How would I even find Aíoëe again, if I tried? And why would she or any other atargati choose to take a mute, deformed stranger on as a genetic mate?
I took a risk and contacted Jace. I need some buttress here, some check. I’m so far outside the bounds of my own sanity that I don’t know which way is up anymore.
I started out by telling hir what Tanu had said about atargati reproduction. Meld, he’d said, and he hadn’t been using the word in a figurative way. According to him, when mating begins the atargati literally burrow into each other, their bodies melting together—like anglerfish, only lacking the sexual dimorphism.

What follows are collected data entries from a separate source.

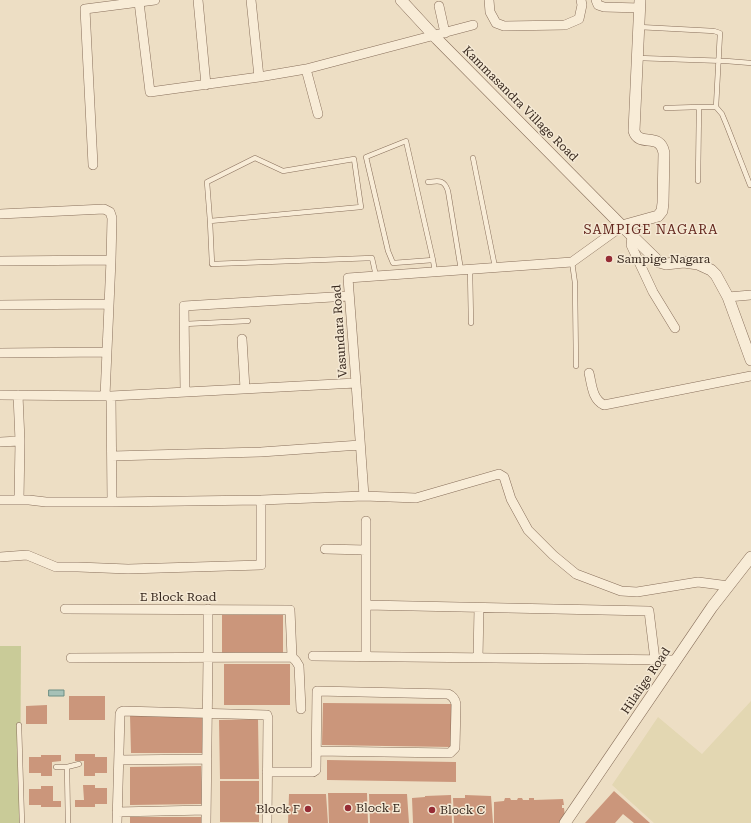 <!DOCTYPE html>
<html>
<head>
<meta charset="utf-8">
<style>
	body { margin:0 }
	canvas { display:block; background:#eddec4 }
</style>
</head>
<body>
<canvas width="751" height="823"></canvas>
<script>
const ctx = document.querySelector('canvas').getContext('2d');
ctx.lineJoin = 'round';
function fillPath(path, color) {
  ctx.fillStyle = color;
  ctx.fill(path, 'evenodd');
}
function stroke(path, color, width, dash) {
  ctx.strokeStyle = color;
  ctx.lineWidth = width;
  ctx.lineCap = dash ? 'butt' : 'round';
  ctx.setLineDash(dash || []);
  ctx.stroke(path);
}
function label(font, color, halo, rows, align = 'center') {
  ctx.font = font + ' "Roboto Serif",serif';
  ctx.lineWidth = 3;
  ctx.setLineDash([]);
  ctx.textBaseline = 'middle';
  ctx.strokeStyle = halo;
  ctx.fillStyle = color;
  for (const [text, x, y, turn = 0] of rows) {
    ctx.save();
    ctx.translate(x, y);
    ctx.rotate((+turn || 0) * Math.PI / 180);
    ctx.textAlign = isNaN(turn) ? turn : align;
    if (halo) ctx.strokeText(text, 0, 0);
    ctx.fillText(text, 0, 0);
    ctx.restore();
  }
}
const farmland = new Path2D(`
	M751,701v122h-97l-42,-38 46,-68 44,37z`);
const green = new Path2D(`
	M0,646h21l-1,177h-20z`);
const water = new Path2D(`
	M49,690h15v6h-15z`);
const building = new Path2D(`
	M222,615h61v38h-61z
	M224,664h66v41h-66z
	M69,696h36v24h-36z
	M323,703l128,1v43l-129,-2z
	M47,705v19h-21v-18z
	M130,715h72v38h-71z
	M258,719l1,60h-39l-1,-59z
	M75,754h20v3h12v16h-12v3h-11v-15h-9z
	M41,755h20v6l-9,1v14h-11v-3h-12v-16h12z
	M327,760l129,2v20l-129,-2z
	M201,766l1,38 -72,1v-38z
	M220,781h39v41h-39z
	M83,785h12v3h12v16h-12v3h-20v-7h9z
	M41,786h12v15h8v6h-20v-2h-12v-16h12z
	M614,791l36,32h-16l-11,-9 -8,9h-30z
	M328,793h39l1,30h-39z
	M289,794h37l2,29h-40z
	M369,794h38l2,29h-39z
	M451,795l1,28h-39l-1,-25 13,-1v-1z
	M465,795l26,1 2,27h-39l-1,-25h12z
	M505,798h5l1,2h6l1,-2h4l1,2h6v-2h5v2l29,-1 1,6h-2v3h2l1,10 -3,5h-68v-21l10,-1z
	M130,817h71v6h-71z`);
const service = new Path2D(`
	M639,27l75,4 6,2 -4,74 6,7 5,12 23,59
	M638,58l88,3 25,2
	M666,108l33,-1
	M473,158l22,109
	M698,181l1,-74h17
	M428,182c11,-1 16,-3 20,9l13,79
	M210,221l151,-14 -7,-48 -71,12 -28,-13 -48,24 3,39 2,43 160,-6 4,18
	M433,260l-40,3 -5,-12 -22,-94 40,-16 27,119 2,12
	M572,262l3,21 1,83
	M470,269l1,54
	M184,324l64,-3
	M19,725l3,98
	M56,767h11
	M68,823l-1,-56 12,-3`);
const minor = new Path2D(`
	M198,0l8,85
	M251,0l8,77
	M489,0l1,12 6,11 8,3 61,-1 14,-6 3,-14 -1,-5
	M596,0l2,5 6,2 36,1
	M139,2l11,90 109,-15 47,-8 167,-44
	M439,6l6,27
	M306,69l12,45
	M93,165l-8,-156 70,-9
	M0,214l104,-5 6,3 2,6 -1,42
	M632,236l-1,9 22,47 22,36
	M0,261l111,-1 -6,136
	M728,297l23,-2
	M0,305l109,-1
	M242,339l3,50
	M0,353l107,-1
	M589,373c3,12 3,26 15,32l147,-29
	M356,383l8,113
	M185,392l-1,-86 165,-10
	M0,395l111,1 245,-13 -8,-105 224,-16 50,-36
	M111,396l1,106
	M0,442l20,-1 -2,-46
	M112,456l149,-4 99,-7
	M0,500h29l17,2h66l149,-2 103,-4 52,2 83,-24 5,3 7,22 17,31 25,25 23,19 45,17 16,1 61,-10 31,4
	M19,500l1,-59
	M325,549l41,1
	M0,557l27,-2 29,12h22l50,2 133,-4v-65
	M366,605l283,6 6,49
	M65,609l225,1 2,47 -221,1
	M313,656l363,4
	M366,656v-135
	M292,657l4,4 3,5 2,43
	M478,658l1,-50
	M119,760l88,-1
	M267,772h46l3,-2 1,-79 131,3c5,2 7,5 8,10l-1,44 -5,5 -134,-2
	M117,812l89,-2
	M117,823l3,-109 1,-2 2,-1 144,4 1,3 -1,105
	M206,823l2,-166v-48`);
const tertiary = new Path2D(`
	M401,0l36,39 185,187
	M640,0l-6,131c5,17 26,0 30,22l-1,50 -1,8 -4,5 -36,10 37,36 7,2 18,-2 14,2 13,6 5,5 12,22 23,63
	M565,823l147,-216 39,-50`);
const markers = [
	[609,259,4,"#962c35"],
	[348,808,4,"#962c35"],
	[308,809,4,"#962c35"],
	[432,810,4,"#962c35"]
];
const streetNames = [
	["Kammasandra Village Road",520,104,45],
	["Vasundara Road",340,331,-94],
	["E Block Road",178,597],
	["Hilalige Road",646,681,-56]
];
const poiNames = [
	["Sampige Nagara",617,259],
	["Block E",356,808],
	["Block F",300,809,"right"],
	["Block C",440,810]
];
const neighbourhoodNames = [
	["SAMPIGE NAGARA",651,230]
];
fillPath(farmland, '#e3d7b2');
fillPath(green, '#c9cb98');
fillPath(water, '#a6c1b7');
stroke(water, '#6d8f84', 1);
fillPath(building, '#cb967b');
stroke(service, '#886f5b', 5.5);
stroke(minor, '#886f5b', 10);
stroke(tertiary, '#886f5b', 12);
stroke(service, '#f8ecd7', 4.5);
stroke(minor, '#f8ecd7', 9);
stroke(tertiary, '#f8ecd7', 11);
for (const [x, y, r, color] of markers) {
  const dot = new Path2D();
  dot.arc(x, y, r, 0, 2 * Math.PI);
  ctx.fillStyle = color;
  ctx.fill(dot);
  stroke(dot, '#f5e9d4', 1.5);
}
label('12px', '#38291f', '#f5e9d4', streetNames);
label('12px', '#38291f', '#f5e9d4', poiNames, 'left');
ctx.letterSpacing = '1px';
label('13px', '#64281f', '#f5e9d4', neighbourhoodNames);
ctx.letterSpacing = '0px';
</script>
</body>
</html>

It’s the third stage of a complex life cycle. They melt into each other and become a… a blob of genetic material, he called it, and for the life of me I cannot think of a better term. Polyps begin budding off it, then, the first stage of the new generation, the parents slowly dying as they give the children life—and living on through them.
“‘Polyps’ would be the wrong term,” said Jace. “That’s specific to cnidaria—”
“I tried to tell him that,” I said.
“But as a description of a developmental phase, I suppose it works,” ze continued. “Fascinating. A stationary developmental phase, the adult atargati we’re familiar with, and then the reproductive phase—if it’s true, it’s a fascinating life cycle.”
I had to admit I agreed. “But it doesn’t sound—absurd to you?”
“No more absurd than other deep-sea lifecycles we know about. There are more things in heaven and earth, Horatio.”
Hamlet again.
I thought about the anglerfish, burrowing into each other, eight males becoming mindless tiny parasites on a single female, melted into her flesh until she needed them for reproduction.
I thought of Turritopsis dohrnii, the immortal jellyfish, reverting to polyp form over and over and reliving its existence indefinitely.
Even immortality was already not unheard of in the deep sea.
It’s time.
There’s nothing left for me here. I might die, but if I don’t—
I’ve spent my life learning about the atargati. If this fails, at least it will be a fitting end.
Even with all the money I have left, and everything Jace gave me, I could only come up with half Tanu’s fee. He narrowed his little avaricious eyes at me and said, “Well then. You’re the woman who talks to mermaids. Before you lose your voice, give it to me.”
Until that moment, I hadn’t realized he knew who I was. But of course—the magazine articles, and Tanu would have paid attention… I don’t know when he made the connection.
I’m lucky he didn’t call someone, turn me in, notice I was using a fake name and nose around to see why. But he’s only out for himself—if they’d offered a reward for me maybe it would be different.
So. He wants a dictionary. Words, phrases, grammatical examples. He wants as much of my voice as I can give him. He wants the tapes I was painstakingly recording for the Institute, all of them, every note of meaning and nuance, and more—whatever I can bring him, whatever more I can record.
But it’s a deal with the devil. How do I know what he’s going to use this for? How do I know he doesn’t have atargati trapped right now in a pressurized tank below his labs, his own personal lab animals awaiting dissection?
Language is powerful. What if I’m giving a mad scientist a weapon?